Stored items:
Content starts
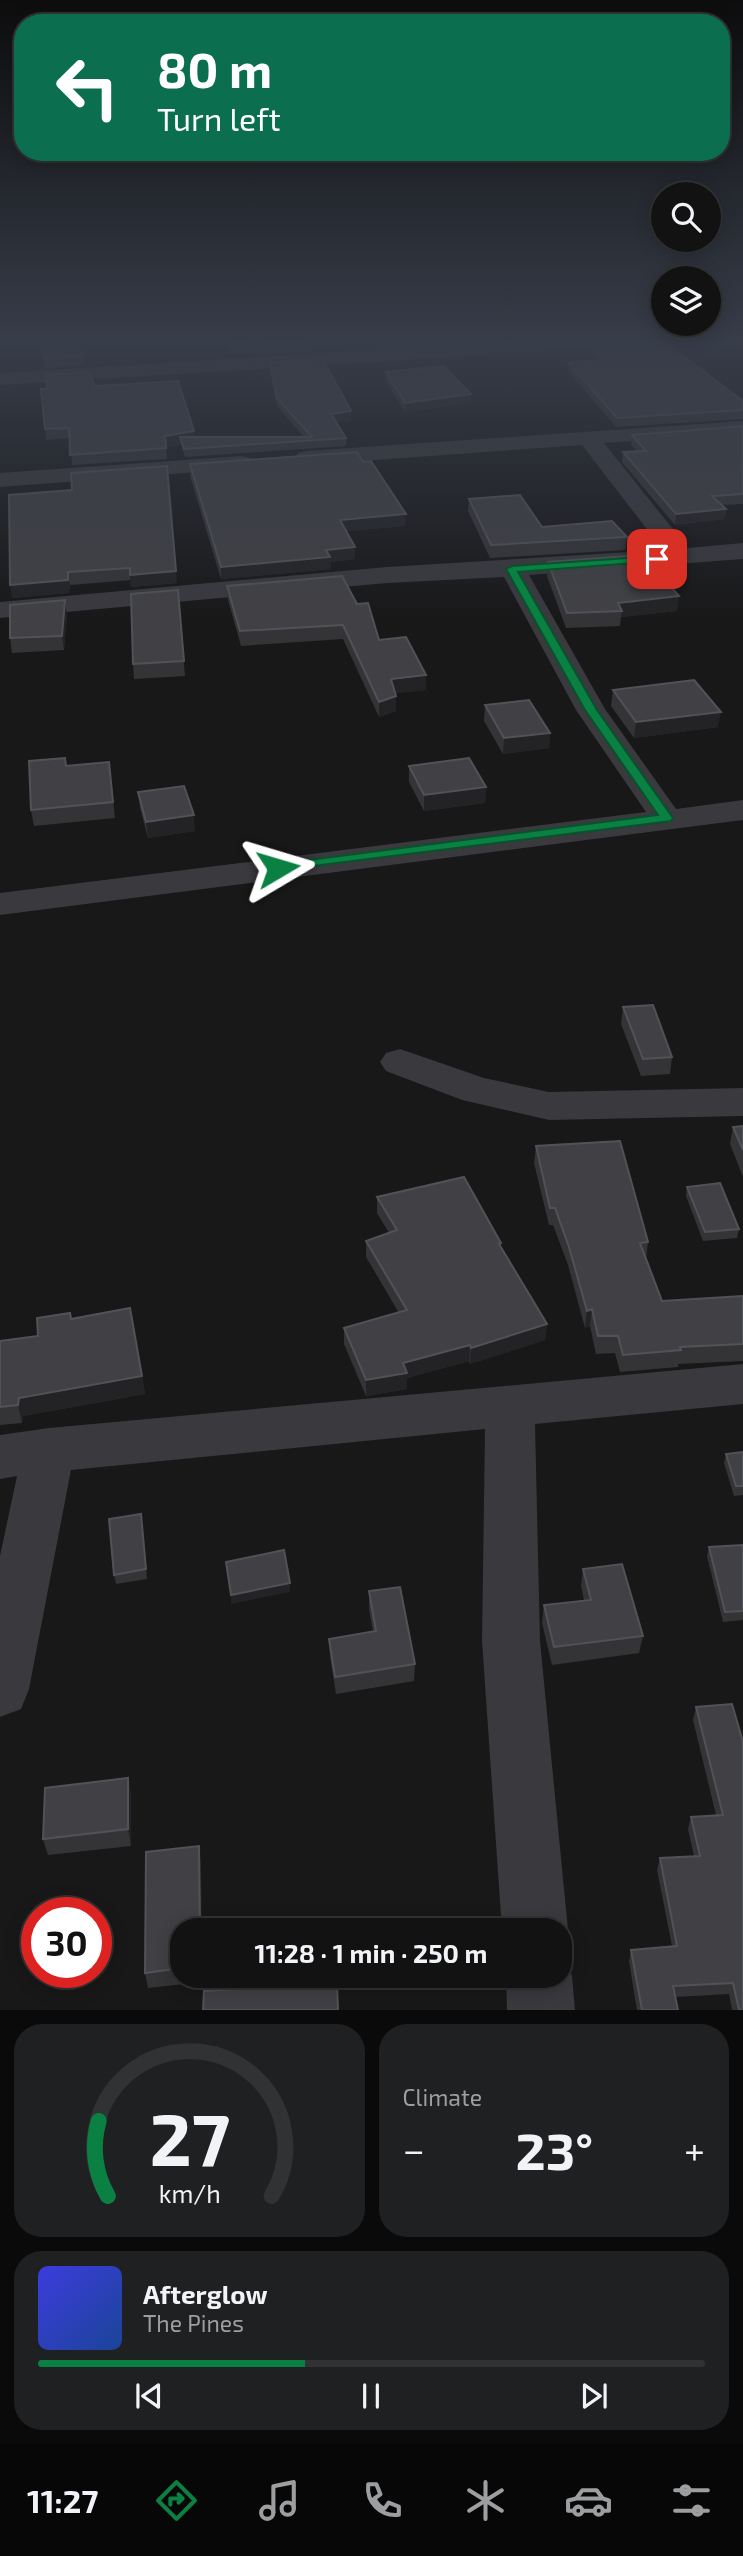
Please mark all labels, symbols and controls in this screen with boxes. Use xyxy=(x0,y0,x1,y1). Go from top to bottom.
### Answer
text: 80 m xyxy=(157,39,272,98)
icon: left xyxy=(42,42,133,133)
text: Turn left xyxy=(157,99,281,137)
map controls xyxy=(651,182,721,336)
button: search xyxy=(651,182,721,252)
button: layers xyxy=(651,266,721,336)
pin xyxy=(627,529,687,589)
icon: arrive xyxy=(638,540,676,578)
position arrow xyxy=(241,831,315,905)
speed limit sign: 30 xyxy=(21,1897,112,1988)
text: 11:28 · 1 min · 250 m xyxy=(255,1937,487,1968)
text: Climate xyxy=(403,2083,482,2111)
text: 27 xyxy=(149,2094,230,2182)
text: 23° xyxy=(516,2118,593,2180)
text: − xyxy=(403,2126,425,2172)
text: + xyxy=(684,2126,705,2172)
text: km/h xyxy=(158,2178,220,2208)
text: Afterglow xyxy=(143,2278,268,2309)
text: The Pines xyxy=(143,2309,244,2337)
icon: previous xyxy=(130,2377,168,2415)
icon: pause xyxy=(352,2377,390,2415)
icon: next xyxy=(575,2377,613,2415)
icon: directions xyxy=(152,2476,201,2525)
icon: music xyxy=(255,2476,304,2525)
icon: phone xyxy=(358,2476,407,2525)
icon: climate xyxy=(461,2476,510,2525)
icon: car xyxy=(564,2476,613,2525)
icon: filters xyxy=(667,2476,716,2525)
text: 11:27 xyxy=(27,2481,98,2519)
Content ends
Content starts
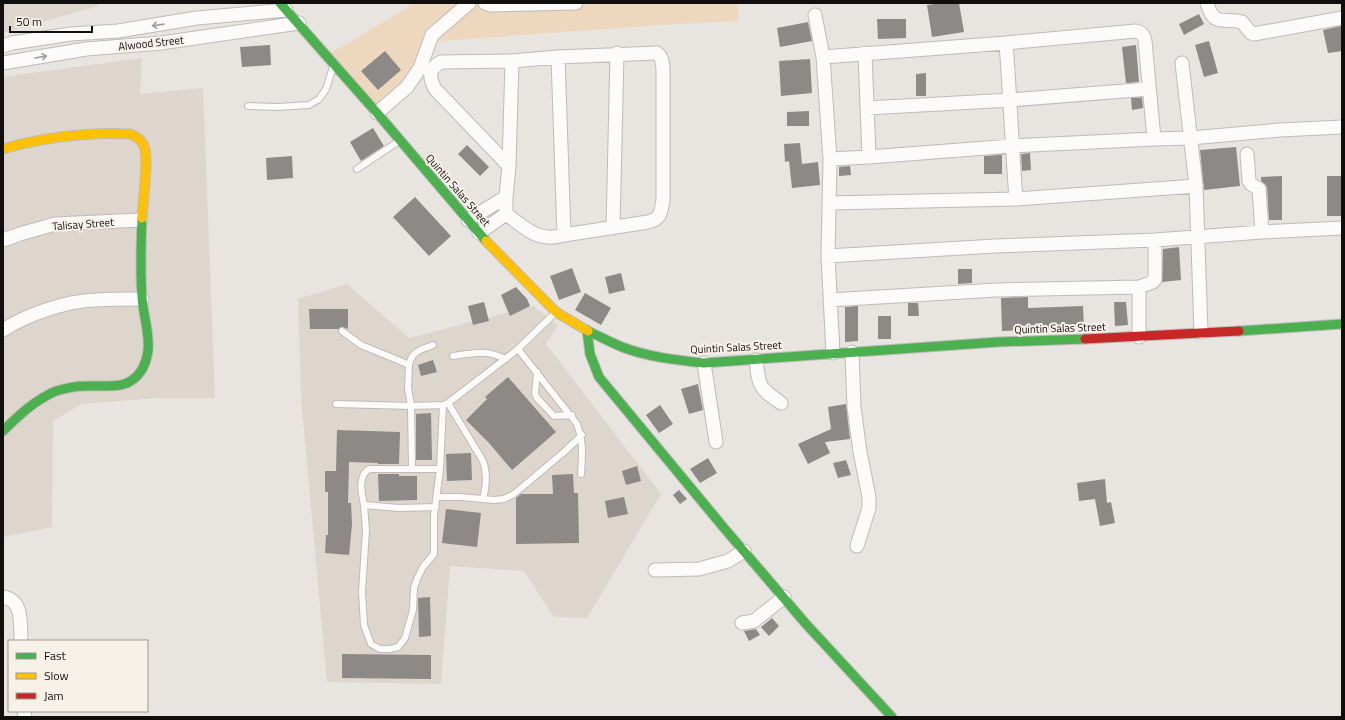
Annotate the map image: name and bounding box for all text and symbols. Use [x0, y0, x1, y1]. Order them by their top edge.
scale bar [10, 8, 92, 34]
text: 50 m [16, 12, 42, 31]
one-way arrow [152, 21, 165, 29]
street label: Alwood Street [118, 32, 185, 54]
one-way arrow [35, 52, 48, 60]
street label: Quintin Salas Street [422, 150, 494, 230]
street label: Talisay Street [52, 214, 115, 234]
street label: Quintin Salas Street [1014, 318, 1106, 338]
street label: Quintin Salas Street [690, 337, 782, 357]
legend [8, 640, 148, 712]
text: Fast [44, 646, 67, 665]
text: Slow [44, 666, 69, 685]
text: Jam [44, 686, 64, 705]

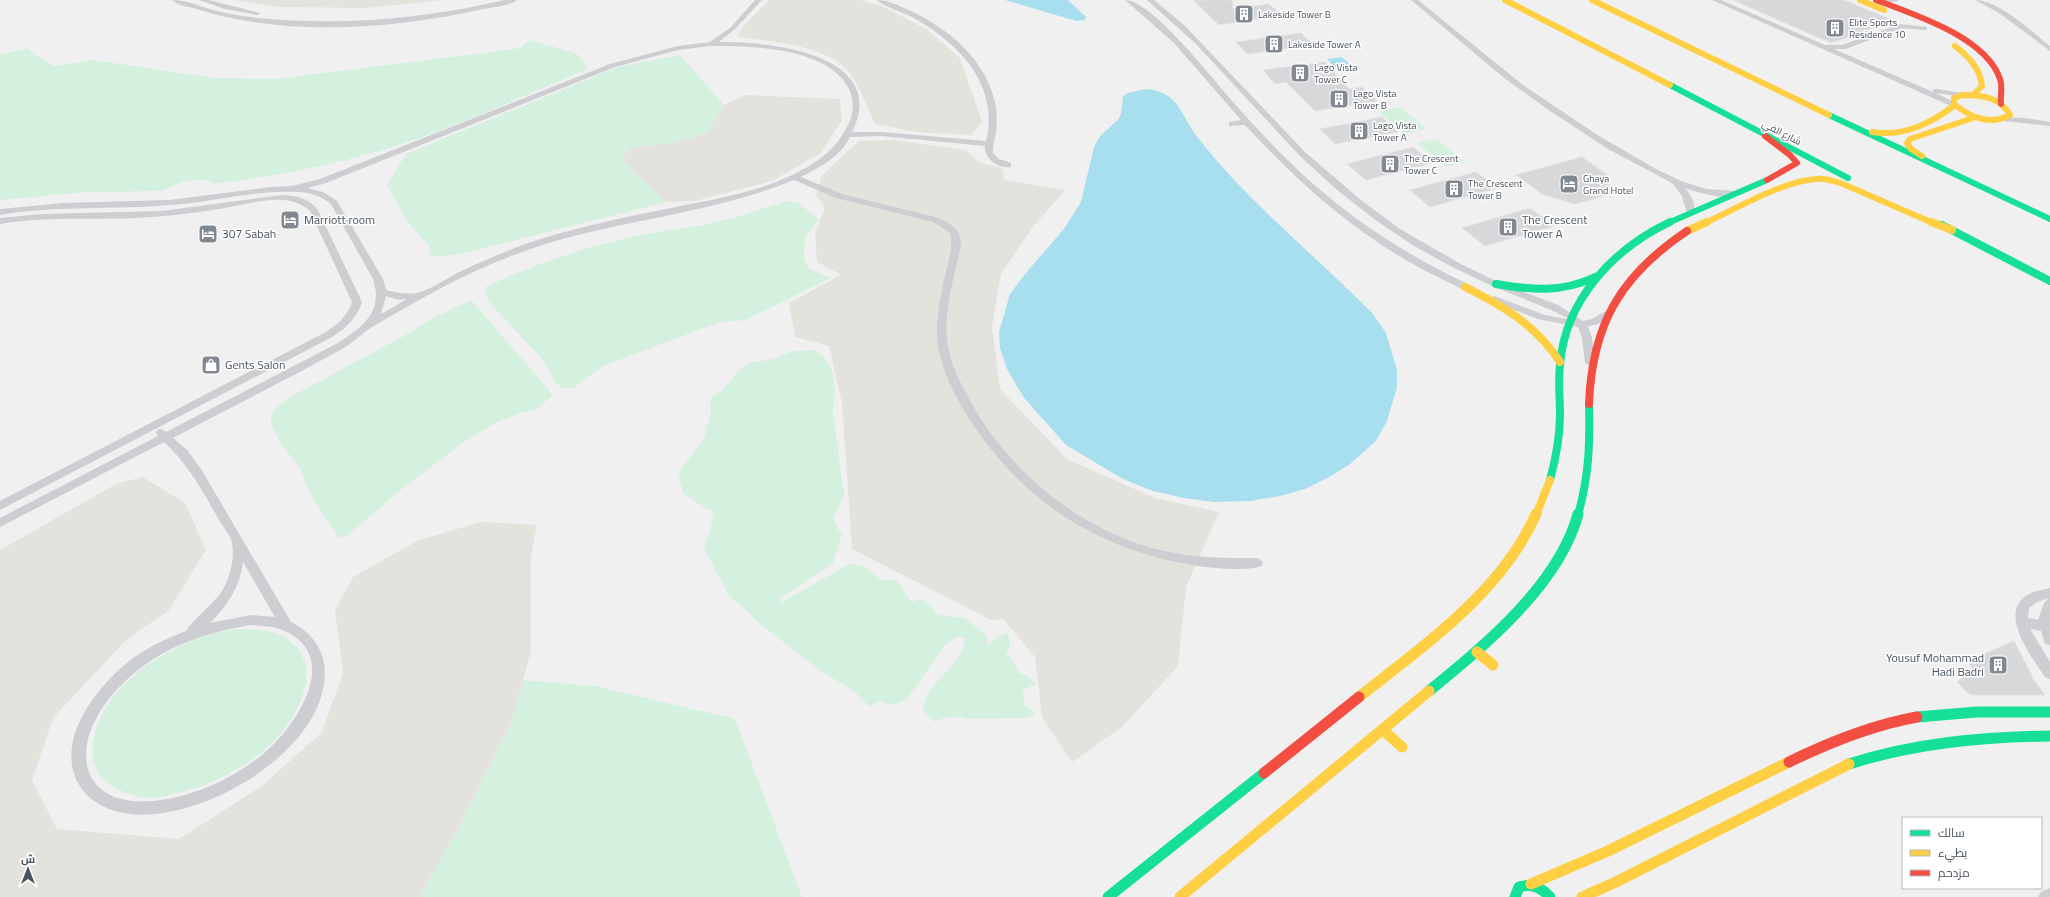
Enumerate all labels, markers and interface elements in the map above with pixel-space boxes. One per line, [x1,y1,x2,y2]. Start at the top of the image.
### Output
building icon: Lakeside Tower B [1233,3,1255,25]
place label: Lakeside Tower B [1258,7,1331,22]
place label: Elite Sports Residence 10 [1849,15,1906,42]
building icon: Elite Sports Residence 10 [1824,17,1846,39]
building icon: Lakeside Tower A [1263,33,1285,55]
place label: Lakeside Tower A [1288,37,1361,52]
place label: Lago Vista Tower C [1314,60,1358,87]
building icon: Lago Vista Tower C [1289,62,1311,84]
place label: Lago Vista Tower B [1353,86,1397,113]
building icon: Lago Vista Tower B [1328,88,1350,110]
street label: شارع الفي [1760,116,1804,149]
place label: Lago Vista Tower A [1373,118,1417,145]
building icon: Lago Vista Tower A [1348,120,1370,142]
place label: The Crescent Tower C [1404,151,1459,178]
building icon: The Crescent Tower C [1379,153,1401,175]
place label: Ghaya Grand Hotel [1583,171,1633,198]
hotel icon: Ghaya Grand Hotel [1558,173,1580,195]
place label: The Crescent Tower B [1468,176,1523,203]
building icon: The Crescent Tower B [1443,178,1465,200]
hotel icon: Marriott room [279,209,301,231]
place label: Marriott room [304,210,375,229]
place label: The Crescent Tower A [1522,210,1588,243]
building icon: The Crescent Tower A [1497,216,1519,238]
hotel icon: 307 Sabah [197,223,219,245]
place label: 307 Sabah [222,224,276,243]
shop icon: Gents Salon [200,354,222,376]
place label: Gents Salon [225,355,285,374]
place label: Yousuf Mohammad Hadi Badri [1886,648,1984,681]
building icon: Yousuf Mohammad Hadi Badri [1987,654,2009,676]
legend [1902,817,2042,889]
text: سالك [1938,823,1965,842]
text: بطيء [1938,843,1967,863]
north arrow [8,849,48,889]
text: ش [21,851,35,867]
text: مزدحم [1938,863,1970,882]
Content ends
Content starts
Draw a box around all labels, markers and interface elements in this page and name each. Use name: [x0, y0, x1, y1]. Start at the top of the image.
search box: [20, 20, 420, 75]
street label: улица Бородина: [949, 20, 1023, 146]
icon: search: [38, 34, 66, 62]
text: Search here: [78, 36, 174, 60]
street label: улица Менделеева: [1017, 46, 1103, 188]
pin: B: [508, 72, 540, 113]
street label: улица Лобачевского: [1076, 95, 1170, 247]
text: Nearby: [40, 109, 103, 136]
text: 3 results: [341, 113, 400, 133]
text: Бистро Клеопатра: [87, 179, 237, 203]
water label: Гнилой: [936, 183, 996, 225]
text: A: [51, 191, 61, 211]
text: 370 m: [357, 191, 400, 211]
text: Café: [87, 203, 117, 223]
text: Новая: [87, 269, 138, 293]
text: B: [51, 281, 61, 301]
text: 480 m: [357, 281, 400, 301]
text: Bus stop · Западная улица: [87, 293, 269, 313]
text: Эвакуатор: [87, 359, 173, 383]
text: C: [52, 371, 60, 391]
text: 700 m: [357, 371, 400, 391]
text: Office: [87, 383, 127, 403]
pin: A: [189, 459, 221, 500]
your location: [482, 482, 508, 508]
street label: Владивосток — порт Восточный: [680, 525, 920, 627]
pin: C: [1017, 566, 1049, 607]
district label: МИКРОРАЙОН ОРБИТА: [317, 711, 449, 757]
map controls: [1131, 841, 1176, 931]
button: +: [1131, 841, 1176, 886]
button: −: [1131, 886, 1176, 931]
Content ends
Copy each line of the records that has "Yousuf" in it.

place label: Yousuf Mohammad Hadi Badri [1886,648,1984,681]
building icon: Yousuf Mohammad Hadi Badri [1987,654,2009,676]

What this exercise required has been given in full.